Twenty years ago this week a military force took a break from their normal combat duties to dig extra trenches, procure lighting, find wire for ligatures and cloth for blindfolds. Theirs was not going to be a regular military operation: they were about to slaughter 8,000 unarmed Muslim men and boys.
Blindfolded, their hands tied behind their backs, most of the innocent were shot in the back with automatic weapons and deposited into mass graves. The lighting was brought in so the murder operation could continue through the night.
Rocket propelled grenades were also used at larger detention facilities. But in some cases, the evidence showed that the murderers may have opted to save their ammunition, and rather than bullets use a captive bolt pistol, which left their victims with bolt-sized holes in their skulls. The use of such a device left investigators, years later, trying to determine why some of the bodies they recovered from mass graves, had entry wounds, but no exit wounds.
Uncivilized. Ghastly. And it didn’t take place in war-torn Iraq or Syria; it all took place in modern Europe.
The slaughter, which commenced after the 11 July 1995 fall of a United Nations “safe area”, didn’t happen in a far-flung corner of the planet, but rather, just a few hours’ drive from where the world gathered to celebrate the Winter Olympics in Bosnia. And it occurred under the watchful eyes of the international community, including UN observers and a Dutch peacekeeping force.
The Srebrenica genocide has been coined “the worst atrocity in Europe since the Holocaust”.
And while there are those who may play politics, and try to avoid the nasty term “genocide”, as the shameful Russian veto at the UN Security Council recently showed, the International Criminal Tribunal for the former Yugoslavia – after hearing all the evidence, in trial after trial – has determined beyond a reasonable doubt that the generals and officers who stood in the dock in The Hague, charged for their role in the Srebrenica genocide, were guilty of war crimes and crimes against humanity, and in those cases where they found the necessary specific intent, “the crime of crimes” – genocide.
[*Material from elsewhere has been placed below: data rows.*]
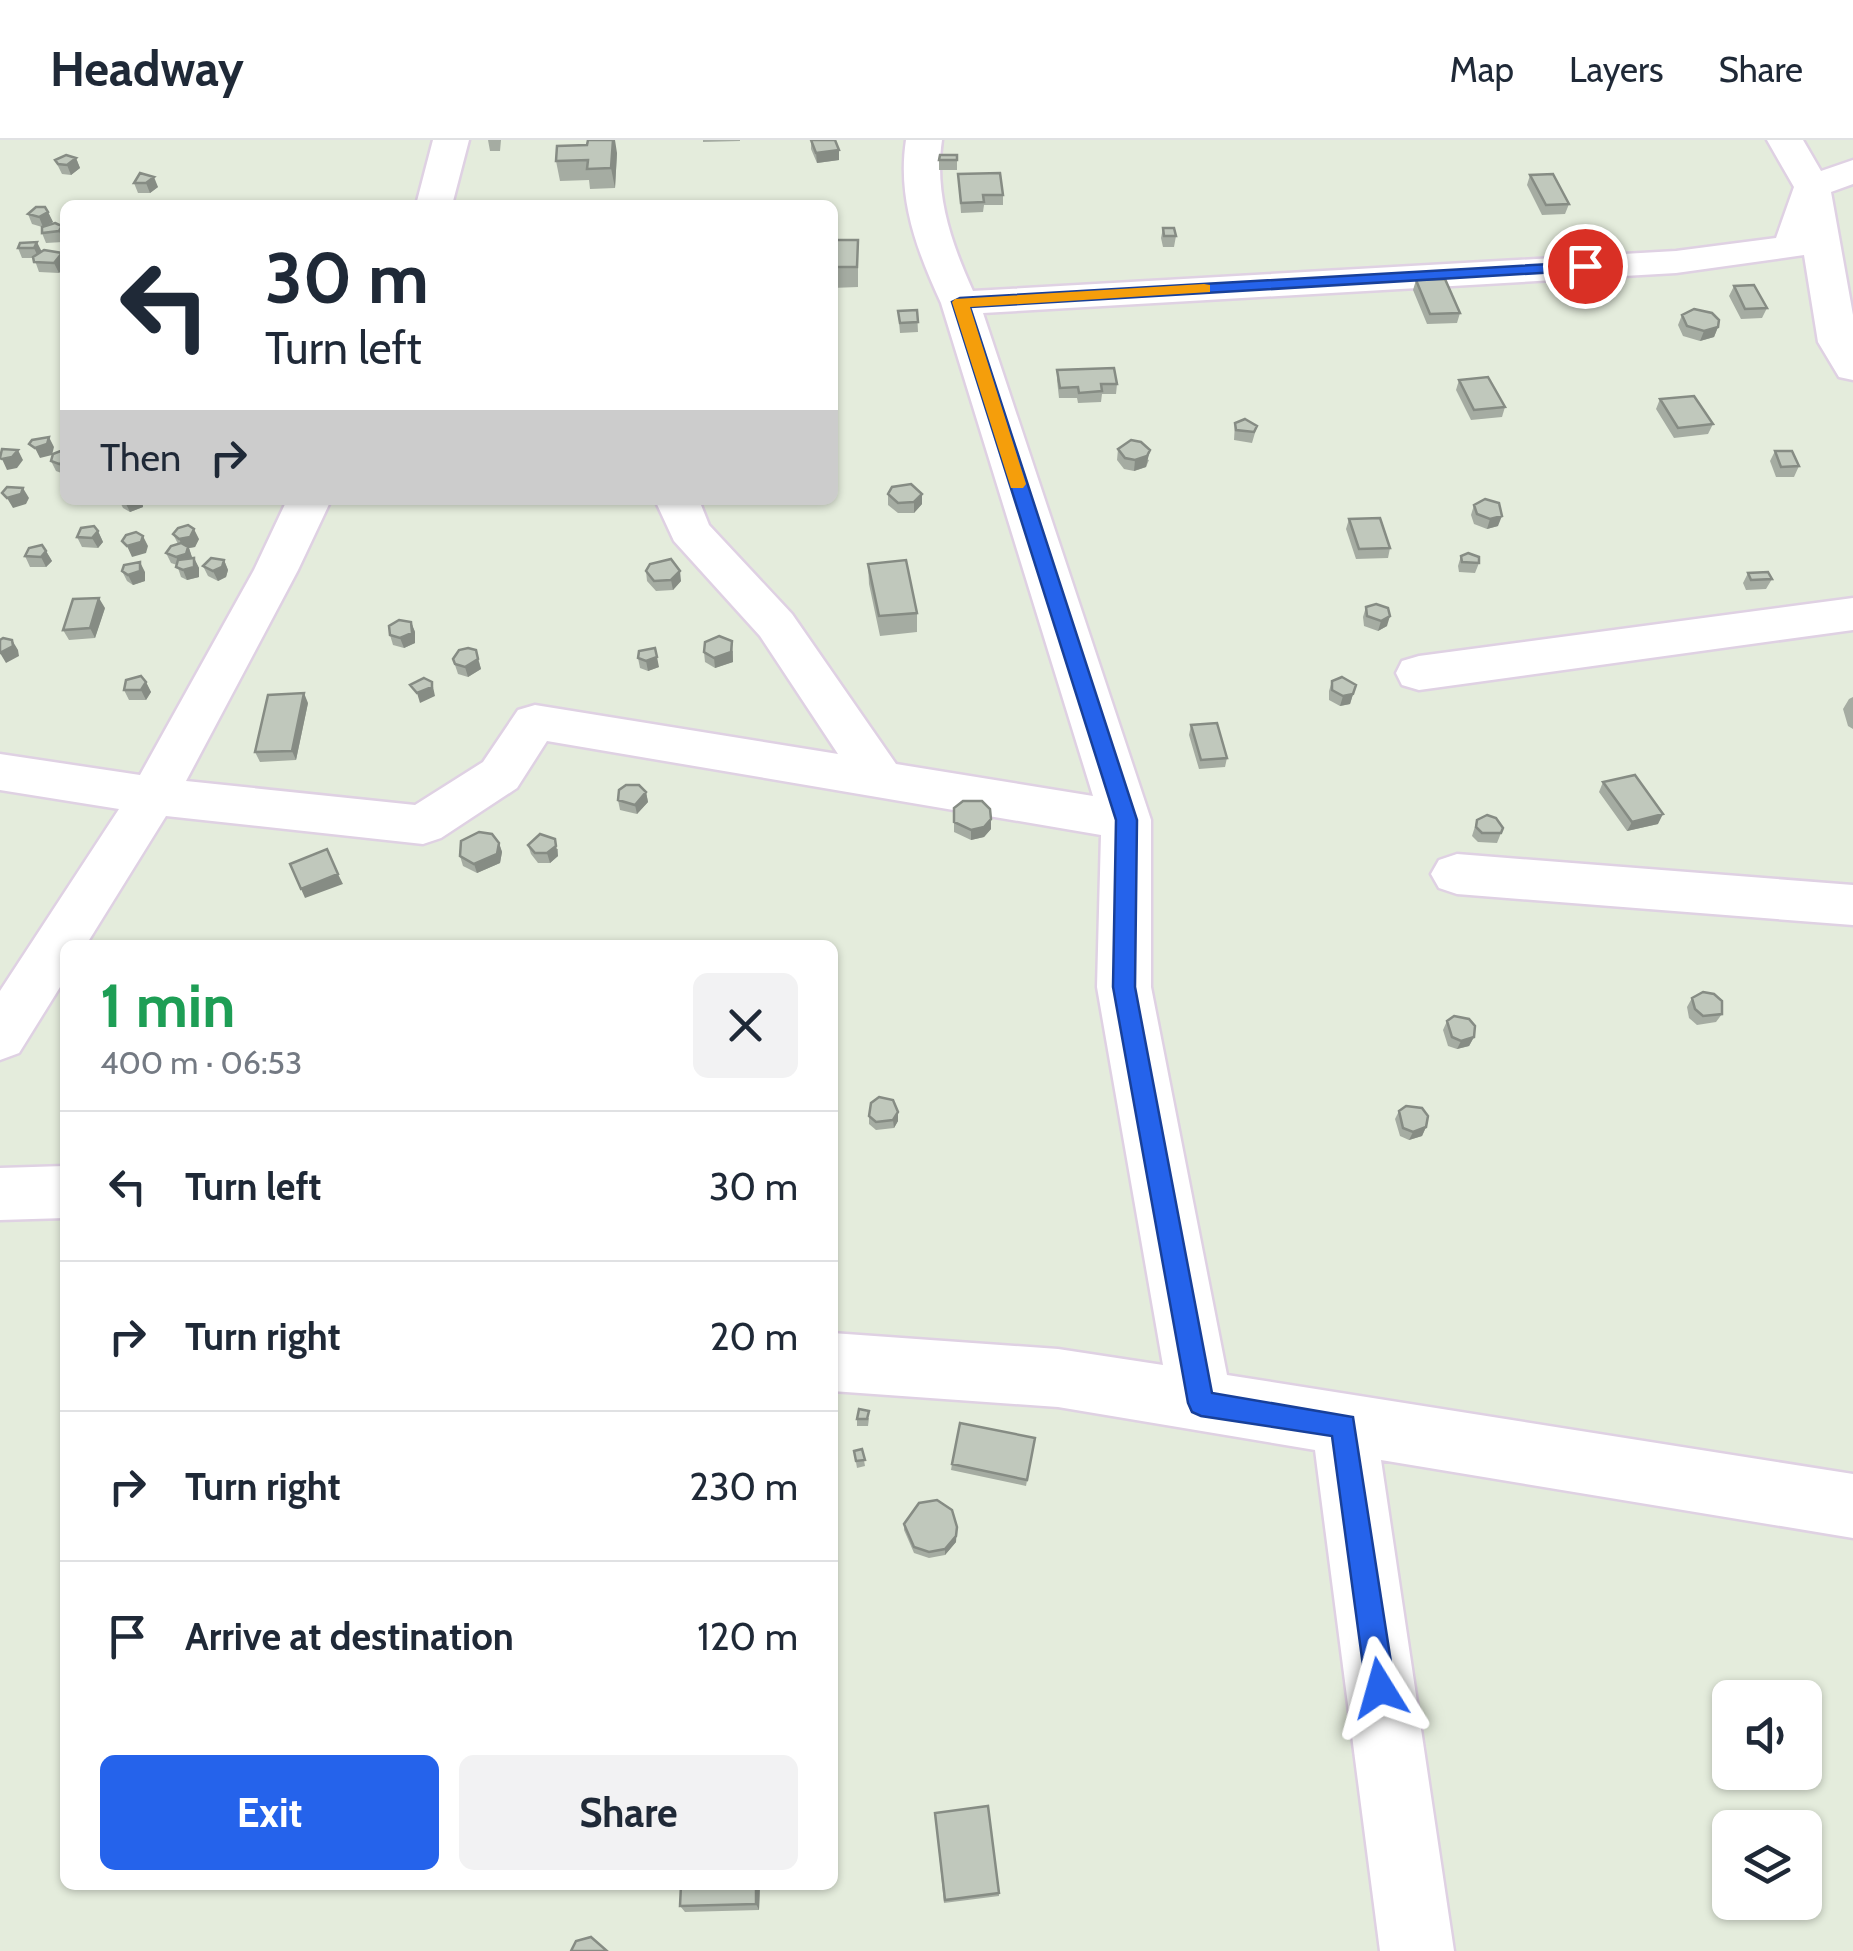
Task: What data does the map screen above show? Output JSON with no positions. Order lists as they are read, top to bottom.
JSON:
{
  "page": {
    "header": "Headway",
    "nav": ["Map", "Layers", "Share"],
    "turn": ["30 m", "Turn left"],
    "then": "Then",
    "heading": ["1 min", "400 m · 06:53"],
    "list": [
      {
        "name": "Turn left",
        "value": "30 m"
      },
      {
        "name": "Turn right",
        "value": "20 m"
      },
      {
        "name": "Turn right",
        "value": "230 m"
      },
      {
        "name": "Arrive at destination",
        "value": "120 m"
      }
    ],
    "buttons": ["Exit", "Share"]
  }
}
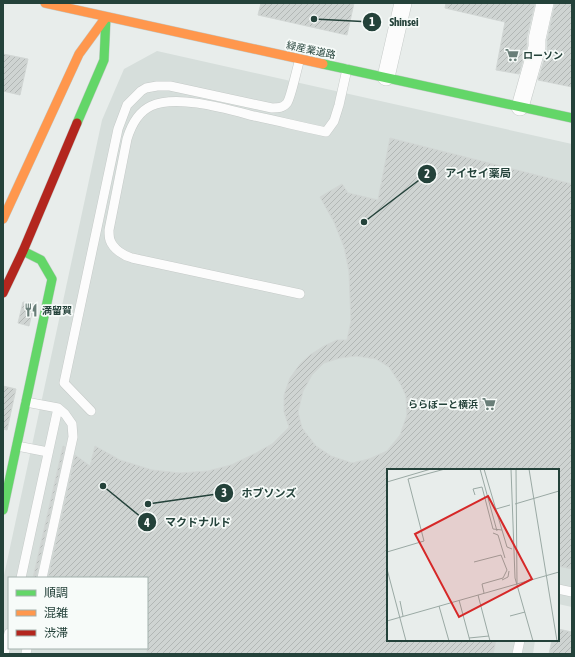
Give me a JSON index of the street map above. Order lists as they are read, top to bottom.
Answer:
{
  "streets": {
    "street": ["緑産業道路"]
  },
  "places": {
    "other": [
      "Shinsei",
      "アイセイ薬局",
      "マクドナルド",
      "ホブソンズ"
    ],
    "supermarket": ["ローソン", "ららぽーと横浜"],
    "restaurant": ["満留賀"]
  },
  "legend": ["順調", "混雑", "渋滞"]
}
To be honest, I was not sure, at first, if the Tribunal would render a genocide verdict.
I had been here before. Years back I was a prosecuting attorney at The Hague, serving on the first Srebrenica genocide trial. Between our closing arguments and the final judgment, I decided to prepare myself for the ruling. I did this by looking for a precedent, spending a weekend at one of the places where evil took on a new name – that place was Auschwitz.
A notorious Nazi death camp in Poland, Auschwitz was part of the efficient slaughter operation now known as the Holocaust, which saw the murder of 6 million Jews, and millions of non-Jewish. It was from here that lawyer Raphael Lemkin created a word that did not yet exist: genocide.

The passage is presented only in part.